*Instructions for the task*
Once the line containing "height:12px; margin:-6px; padding:0" has been written out, stop; until then, restate each line of the entries below word for word from the first.

*Material for this exercise*
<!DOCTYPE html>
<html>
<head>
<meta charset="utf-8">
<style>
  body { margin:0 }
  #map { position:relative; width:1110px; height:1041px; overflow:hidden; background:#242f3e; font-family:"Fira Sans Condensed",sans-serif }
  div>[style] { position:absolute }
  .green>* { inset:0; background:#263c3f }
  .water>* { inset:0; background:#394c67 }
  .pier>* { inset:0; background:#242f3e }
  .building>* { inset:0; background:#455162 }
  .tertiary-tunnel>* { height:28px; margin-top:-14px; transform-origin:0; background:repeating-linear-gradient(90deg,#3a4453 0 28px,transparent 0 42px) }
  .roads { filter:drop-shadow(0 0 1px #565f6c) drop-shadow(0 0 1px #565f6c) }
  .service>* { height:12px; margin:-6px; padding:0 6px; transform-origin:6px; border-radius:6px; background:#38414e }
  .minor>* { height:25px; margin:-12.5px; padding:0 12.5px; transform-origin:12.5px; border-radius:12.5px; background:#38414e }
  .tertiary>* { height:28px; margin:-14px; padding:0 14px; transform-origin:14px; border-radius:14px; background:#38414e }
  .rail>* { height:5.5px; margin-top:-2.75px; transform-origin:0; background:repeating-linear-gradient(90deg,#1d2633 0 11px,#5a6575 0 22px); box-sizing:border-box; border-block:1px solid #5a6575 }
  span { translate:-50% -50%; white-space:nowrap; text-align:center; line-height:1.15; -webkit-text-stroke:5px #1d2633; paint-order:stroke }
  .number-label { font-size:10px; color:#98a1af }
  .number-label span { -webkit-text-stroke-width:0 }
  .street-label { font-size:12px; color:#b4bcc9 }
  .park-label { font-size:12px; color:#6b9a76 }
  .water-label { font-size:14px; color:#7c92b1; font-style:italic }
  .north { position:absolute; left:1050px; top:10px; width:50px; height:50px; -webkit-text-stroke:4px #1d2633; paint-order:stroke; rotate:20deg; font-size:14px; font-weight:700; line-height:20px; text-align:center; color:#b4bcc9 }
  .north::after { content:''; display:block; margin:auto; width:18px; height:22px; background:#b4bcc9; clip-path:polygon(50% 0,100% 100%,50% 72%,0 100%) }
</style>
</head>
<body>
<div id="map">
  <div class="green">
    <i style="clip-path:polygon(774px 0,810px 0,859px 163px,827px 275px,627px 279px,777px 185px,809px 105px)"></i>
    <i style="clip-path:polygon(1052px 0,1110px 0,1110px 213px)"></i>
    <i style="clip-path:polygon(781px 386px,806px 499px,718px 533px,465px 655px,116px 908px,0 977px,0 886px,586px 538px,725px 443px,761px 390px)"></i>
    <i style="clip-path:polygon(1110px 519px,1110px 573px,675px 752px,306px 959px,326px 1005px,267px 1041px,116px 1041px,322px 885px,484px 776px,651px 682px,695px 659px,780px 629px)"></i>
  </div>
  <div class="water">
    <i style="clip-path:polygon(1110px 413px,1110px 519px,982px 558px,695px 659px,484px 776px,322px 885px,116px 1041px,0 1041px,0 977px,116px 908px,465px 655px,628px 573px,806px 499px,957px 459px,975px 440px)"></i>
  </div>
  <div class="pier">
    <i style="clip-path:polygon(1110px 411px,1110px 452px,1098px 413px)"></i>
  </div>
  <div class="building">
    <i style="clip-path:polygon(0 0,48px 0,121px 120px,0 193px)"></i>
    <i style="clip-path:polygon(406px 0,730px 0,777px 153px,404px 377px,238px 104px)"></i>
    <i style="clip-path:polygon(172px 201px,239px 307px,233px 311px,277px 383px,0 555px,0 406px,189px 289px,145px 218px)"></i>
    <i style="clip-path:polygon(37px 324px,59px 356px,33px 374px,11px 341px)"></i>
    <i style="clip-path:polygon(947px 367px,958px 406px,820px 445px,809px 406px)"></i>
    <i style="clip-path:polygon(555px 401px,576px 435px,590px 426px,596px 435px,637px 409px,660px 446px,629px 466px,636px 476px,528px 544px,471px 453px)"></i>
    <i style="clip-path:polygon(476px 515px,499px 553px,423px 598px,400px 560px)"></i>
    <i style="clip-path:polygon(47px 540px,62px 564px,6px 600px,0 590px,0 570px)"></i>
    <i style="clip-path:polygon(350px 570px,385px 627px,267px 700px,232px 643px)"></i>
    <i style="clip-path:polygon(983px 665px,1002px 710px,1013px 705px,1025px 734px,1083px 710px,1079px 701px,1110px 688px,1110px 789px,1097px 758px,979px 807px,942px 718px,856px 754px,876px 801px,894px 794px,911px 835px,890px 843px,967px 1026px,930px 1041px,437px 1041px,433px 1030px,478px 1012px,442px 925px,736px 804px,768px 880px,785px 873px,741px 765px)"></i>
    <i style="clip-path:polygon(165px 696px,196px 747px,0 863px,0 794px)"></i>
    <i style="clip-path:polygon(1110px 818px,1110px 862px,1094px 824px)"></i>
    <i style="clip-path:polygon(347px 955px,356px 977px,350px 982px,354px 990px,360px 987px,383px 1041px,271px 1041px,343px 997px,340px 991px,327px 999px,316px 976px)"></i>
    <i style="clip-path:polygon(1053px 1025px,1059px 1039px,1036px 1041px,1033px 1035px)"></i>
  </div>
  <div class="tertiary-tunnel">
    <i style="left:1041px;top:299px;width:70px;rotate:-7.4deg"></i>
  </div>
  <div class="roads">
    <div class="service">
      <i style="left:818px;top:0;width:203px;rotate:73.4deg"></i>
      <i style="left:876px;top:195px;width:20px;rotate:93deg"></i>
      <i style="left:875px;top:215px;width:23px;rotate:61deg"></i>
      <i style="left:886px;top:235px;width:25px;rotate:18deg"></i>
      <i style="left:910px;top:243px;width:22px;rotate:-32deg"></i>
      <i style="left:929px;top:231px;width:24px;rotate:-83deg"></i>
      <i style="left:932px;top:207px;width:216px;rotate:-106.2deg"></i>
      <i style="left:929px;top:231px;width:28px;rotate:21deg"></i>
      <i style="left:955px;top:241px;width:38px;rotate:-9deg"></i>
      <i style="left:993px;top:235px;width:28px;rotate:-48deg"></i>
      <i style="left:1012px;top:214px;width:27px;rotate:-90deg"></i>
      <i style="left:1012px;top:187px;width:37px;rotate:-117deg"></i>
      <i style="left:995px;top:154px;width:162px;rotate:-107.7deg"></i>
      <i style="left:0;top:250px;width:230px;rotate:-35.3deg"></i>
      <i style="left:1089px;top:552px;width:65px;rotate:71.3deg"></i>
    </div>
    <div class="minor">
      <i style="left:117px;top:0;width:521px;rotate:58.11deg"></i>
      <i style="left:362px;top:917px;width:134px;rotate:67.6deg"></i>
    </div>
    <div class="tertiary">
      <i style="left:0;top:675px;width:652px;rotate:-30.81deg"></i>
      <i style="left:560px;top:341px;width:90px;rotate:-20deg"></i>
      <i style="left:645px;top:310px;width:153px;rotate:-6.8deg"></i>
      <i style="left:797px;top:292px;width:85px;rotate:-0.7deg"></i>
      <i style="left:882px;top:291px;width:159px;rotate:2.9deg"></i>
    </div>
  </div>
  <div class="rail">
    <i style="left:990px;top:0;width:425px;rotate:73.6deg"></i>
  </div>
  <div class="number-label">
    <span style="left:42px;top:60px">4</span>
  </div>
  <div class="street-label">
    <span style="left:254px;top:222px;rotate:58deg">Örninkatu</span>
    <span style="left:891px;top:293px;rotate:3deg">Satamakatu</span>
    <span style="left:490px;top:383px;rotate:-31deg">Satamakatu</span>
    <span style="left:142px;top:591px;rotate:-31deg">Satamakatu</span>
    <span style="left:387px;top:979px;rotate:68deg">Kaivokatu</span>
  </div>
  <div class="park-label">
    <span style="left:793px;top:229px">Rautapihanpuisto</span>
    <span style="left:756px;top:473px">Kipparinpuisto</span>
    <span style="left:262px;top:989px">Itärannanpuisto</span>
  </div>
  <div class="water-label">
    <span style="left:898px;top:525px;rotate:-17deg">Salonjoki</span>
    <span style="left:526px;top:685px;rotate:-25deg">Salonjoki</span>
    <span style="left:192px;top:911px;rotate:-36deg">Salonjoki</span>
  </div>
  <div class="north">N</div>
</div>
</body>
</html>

*Answer box*
<!DOCTYPE html>
<html>
<head>
<meta charset="utf-8">
<style>
  body { margin:0 }
  #map { position:relative; width:1110px; height:1041px; overflow:hidden; background:#242f3e; font-family:"Fira Sans Condensed",sans-serif }
  div>[style] { position:absolute }
  .green>* { inset:0; background:#263c3f }
  .water>* { inset:0; background:#394c67 }
  .pier>* { inset:0; background:#242f3e }
  .building>* { inset:0; background:#455162 }
  .tertiary-tunnel>* { height:28px; margin-top:-14px; transform-origin:0; background:repeating-linear-gradient(90deg,#3a4453 0 28px,transparent 0 42px) }
  .roads { filter:drop-shadow(0 0 1px #565f6c) drop-shadow(0 0 1px #565f6c) }
  .service>* { height:12px; margin:-6px; padding:0 6px; transform-origin:6px; border-radius:6px; background:#38414e }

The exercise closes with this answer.